By Drew FitzGerald 

This article is being republished as part of our daily reproduction of WSJ.com articles that also appeared in the U.S. print edition of The Wall Street Journal (August 7, 2020).

T-Mobile US Inc. said it vaulted ahead of rival AT&T Inc. in the race for wireless customers to become the country's second-largest cellphone carrier.

The Bellevue, Wash., company ended June with 98.3 million U.S. customers, excluding wholesale subscribers on other brands that use its network. AT&T reported 92.9 million prepaid and postpaid customers, a tally that didn't count wholesale accounts or connected devices such as Wi-Fi hotspots and car sensors. T-Mobile included non-phone gadgets like wireless hotspots in its reported customer base.

Despite the different reporting policies, T-Mobile was long expected to climb the wireless rankings after it closed its merger with rival Sprint in April.
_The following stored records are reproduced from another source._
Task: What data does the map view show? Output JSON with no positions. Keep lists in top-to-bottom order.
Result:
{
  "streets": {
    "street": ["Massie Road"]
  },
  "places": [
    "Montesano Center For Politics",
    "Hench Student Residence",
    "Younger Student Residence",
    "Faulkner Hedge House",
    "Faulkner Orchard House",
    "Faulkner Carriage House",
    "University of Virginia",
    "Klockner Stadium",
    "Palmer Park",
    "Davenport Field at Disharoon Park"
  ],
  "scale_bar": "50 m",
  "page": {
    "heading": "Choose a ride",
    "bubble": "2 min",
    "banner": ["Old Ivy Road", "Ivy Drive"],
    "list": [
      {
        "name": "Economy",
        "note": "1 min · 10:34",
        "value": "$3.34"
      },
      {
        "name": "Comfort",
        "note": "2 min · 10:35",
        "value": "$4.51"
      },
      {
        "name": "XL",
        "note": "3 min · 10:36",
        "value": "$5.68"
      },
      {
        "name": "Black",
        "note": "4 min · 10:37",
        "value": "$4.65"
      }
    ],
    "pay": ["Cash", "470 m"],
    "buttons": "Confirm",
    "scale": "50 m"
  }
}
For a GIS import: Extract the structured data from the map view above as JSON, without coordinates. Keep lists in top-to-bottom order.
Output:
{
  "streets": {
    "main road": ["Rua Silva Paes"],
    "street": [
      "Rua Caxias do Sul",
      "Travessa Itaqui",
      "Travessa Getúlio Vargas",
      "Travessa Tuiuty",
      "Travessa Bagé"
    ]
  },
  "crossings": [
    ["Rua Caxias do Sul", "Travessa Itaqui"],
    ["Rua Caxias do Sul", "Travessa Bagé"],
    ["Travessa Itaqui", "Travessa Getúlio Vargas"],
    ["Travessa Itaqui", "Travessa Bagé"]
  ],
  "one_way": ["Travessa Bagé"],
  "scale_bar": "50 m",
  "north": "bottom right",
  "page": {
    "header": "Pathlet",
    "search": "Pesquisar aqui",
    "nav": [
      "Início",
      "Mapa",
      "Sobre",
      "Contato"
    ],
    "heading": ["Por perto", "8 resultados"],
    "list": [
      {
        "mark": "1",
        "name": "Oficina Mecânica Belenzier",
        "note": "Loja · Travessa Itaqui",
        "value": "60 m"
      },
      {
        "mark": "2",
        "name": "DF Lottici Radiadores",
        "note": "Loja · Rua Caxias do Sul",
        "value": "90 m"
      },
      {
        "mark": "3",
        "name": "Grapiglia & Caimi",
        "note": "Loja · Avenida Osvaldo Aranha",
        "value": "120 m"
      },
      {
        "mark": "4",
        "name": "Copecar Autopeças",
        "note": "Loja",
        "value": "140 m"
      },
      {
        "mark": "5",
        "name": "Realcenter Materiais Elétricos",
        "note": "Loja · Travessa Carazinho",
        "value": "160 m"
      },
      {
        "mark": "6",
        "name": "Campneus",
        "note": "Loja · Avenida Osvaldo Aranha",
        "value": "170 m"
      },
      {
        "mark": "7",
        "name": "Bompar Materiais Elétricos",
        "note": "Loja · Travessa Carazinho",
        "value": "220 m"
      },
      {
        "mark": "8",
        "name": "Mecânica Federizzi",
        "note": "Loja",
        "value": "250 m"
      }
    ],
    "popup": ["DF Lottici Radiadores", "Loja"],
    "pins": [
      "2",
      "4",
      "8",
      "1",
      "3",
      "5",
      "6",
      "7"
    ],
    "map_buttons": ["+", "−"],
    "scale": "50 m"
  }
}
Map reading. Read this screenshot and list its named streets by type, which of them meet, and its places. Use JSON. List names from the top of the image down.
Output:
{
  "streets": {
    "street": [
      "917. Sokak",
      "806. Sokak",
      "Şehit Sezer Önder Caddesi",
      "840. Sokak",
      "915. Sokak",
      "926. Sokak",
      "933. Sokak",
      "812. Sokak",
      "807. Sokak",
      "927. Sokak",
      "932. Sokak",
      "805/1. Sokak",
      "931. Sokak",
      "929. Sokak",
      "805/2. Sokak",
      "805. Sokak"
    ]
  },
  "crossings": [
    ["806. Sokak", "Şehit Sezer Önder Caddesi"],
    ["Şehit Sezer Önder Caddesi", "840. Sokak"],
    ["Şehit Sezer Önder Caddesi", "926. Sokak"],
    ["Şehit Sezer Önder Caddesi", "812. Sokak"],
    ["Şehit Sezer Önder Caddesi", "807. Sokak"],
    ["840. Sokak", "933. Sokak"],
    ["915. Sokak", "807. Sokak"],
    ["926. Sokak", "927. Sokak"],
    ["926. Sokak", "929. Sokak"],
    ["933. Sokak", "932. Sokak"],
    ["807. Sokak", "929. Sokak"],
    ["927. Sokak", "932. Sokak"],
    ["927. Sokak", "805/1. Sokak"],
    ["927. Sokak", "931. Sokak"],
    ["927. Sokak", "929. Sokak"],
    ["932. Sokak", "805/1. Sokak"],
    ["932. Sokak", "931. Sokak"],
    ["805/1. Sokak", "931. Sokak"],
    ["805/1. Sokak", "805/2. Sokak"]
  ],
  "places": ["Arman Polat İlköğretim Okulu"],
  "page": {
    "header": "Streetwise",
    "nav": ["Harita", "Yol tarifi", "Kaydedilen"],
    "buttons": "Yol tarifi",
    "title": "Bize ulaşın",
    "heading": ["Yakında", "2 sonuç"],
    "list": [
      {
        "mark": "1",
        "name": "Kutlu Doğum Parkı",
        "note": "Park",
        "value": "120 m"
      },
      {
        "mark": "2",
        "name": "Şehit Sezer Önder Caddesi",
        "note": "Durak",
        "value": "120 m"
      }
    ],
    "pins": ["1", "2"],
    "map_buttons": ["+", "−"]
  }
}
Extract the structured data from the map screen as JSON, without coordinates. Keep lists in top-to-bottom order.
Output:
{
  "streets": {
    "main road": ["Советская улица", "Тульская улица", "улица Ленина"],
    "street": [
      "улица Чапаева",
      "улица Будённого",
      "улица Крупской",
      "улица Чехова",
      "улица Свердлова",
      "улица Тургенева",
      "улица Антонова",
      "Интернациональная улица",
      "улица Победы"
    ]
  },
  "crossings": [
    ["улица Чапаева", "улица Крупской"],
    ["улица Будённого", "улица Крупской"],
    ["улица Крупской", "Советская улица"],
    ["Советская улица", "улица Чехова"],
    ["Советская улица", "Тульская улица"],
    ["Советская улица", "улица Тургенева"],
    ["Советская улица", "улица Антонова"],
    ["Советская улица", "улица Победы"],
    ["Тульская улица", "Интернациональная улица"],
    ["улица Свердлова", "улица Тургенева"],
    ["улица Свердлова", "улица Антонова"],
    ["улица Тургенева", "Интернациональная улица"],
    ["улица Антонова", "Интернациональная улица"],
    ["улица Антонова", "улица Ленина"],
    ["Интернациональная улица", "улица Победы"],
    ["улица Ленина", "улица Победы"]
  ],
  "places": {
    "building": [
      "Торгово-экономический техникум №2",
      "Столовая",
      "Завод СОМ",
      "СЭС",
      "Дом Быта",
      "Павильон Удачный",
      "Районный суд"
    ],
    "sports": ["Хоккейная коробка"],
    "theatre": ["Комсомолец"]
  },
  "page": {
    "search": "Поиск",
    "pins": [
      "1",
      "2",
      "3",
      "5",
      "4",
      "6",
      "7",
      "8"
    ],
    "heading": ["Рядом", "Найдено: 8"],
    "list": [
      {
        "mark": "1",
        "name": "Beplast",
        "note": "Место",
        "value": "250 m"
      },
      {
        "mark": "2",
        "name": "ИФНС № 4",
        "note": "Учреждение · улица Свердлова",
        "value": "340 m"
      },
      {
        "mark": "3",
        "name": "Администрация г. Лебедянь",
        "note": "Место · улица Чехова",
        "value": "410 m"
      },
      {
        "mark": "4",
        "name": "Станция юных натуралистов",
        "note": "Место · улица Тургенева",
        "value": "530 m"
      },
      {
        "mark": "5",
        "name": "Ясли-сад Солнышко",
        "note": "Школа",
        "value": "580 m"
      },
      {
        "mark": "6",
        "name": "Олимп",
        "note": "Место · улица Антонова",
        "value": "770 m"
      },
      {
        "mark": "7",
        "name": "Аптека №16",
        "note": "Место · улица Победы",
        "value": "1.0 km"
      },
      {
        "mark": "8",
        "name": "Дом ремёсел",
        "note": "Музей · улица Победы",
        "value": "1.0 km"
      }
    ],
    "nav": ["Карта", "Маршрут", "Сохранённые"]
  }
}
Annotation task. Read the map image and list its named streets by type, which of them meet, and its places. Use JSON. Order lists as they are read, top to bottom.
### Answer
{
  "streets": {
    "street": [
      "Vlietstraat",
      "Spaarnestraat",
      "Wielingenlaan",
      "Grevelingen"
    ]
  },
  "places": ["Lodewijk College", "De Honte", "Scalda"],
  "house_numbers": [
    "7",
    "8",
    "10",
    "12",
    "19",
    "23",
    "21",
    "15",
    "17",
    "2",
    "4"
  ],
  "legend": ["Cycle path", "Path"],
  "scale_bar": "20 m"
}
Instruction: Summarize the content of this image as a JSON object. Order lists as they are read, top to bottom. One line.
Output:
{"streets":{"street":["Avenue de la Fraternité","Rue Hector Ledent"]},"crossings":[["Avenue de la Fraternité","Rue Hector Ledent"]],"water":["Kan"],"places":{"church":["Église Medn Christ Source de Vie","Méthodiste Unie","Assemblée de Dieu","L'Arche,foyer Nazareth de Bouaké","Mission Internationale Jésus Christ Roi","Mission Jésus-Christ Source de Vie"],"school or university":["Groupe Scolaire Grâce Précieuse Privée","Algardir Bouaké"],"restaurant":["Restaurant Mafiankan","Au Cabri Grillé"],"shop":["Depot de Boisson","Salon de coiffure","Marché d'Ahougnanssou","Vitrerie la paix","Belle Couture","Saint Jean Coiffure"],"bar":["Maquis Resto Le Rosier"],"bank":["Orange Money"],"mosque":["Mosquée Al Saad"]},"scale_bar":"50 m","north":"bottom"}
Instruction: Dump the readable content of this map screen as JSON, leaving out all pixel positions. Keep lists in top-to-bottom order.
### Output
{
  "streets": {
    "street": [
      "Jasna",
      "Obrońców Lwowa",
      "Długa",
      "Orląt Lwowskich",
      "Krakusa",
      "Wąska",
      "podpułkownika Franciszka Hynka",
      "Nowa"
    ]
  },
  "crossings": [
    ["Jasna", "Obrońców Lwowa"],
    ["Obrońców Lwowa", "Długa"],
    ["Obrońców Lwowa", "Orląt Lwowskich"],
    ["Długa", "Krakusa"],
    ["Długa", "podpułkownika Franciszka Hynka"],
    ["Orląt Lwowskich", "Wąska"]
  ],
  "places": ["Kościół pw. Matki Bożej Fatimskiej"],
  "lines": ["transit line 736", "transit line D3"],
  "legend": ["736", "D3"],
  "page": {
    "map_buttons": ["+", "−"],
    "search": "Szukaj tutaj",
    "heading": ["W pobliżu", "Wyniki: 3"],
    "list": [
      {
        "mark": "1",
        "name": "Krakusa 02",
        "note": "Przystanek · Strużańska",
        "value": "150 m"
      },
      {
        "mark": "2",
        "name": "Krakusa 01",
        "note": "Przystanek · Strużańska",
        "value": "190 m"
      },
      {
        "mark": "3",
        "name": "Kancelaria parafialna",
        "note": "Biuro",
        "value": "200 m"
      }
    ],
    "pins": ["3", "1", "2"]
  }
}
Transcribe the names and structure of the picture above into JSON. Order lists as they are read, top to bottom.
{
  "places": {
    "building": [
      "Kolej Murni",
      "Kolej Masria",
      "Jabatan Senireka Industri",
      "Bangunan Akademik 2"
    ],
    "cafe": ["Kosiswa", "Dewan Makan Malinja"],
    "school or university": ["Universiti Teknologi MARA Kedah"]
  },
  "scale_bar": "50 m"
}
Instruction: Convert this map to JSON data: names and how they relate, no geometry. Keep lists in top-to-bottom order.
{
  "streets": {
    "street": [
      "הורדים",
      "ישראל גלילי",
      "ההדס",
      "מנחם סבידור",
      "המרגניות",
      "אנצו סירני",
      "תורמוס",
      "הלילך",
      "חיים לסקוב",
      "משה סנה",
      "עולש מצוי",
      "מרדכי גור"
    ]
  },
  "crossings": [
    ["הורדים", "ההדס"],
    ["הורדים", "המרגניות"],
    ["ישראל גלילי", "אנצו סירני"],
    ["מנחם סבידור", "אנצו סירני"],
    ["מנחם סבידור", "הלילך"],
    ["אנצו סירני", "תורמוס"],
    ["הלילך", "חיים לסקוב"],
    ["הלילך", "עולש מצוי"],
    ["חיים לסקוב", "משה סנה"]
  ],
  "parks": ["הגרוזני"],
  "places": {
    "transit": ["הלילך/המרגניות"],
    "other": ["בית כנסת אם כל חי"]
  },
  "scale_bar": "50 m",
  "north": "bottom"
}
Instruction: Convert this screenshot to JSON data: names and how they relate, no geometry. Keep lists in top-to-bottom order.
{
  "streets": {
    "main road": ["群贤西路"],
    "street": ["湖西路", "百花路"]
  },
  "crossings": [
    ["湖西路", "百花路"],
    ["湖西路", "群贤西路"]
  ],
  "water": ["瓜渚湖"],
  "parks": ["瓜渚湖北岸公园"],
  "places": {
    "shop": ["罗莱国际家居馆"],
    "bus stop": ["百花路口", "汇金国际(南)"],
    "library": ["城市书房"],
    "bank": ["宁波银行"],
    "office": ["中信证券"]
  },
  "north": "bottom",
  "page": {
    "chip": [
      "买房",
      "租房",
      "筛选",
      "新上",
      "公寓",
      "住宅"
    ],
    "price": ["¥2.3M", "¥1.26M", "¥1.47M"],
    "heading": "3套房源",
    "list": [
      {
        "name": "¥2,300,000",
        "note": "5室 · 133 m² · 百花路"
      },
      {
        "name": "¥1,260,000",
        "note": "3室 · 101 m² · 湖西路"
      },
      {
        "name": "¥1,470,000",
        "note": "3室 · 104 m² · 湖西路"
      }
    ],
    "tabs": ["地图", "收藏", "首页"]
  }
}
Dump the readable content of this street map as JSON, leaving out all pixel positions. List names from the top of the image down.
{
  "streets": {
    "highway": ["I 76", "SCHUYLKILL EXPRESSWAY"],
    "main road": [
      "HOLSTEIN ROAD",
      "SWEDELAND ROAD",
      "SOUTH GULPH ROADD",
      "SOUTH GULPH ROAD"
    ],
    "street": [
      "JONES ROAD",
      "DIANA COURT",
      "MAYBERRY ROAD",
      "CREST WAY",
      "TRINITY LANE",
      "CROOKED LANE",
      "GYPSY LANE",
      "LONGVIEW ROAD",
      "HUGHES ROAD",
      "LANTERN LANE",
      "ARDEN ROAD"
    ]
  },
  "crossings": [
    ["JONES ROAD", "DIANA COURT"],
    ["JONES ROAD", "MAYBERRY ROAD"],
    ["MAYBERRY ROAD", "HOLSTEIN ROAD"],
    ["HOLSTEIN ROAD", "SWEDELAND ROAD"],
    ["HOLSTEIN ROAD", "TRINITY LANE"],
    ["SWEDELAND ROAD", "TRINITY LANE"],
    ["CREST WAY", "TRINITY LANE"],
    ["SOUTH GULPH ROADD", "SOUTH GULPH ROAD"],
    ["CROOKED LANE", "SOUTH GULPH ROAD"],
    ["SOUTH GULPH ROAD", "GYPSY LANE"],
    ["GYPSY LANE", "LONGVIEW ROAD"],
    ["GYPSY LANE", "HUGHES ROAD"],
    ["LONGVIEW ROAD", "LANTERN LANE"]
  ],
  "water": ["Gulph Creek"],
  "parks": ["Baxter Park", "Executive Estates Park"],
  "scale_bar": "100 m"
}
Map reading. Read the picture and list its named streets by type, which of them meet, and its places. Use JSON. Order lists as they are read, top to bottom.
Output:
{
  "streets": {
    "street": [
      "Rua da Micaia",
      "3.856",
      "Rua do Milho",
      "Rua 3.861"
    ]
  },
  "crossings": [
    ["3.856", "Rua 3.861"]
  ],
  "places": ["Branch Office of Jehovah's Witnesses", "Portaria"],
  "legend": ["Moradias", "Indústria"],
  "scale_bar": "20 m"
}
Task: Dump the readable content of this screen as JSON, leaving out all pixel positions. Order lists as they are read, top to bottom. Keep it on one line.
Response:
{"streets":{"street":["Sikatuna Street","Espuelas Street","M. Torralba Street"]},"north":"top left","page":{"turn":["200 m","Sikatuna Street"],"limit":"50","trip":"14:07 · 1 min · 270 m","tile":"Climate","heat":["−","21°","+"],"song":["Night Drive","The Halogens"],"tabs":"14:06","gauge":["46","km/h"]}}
The merger effort prevailed after a more than two-year battle with regulators and antitrust enforcers that culminated in a federal antitrust trial brought by a coalition of state officials. The transaction created a larger mobile service provider with a market value topping $100 billion controlled by German parent company Deutsche Telekom AG.

"We're staring down Verizon with our sight set on the No. 1 spot," T-Mobile Chief Executive Mike Sievert said Thursday during a videoconference with financial analysts. Verizon Communications Inc. ended June with 119.9 million wireless connections, a figure that also counted smartwatches, tablets, and other machines aside from smartphones.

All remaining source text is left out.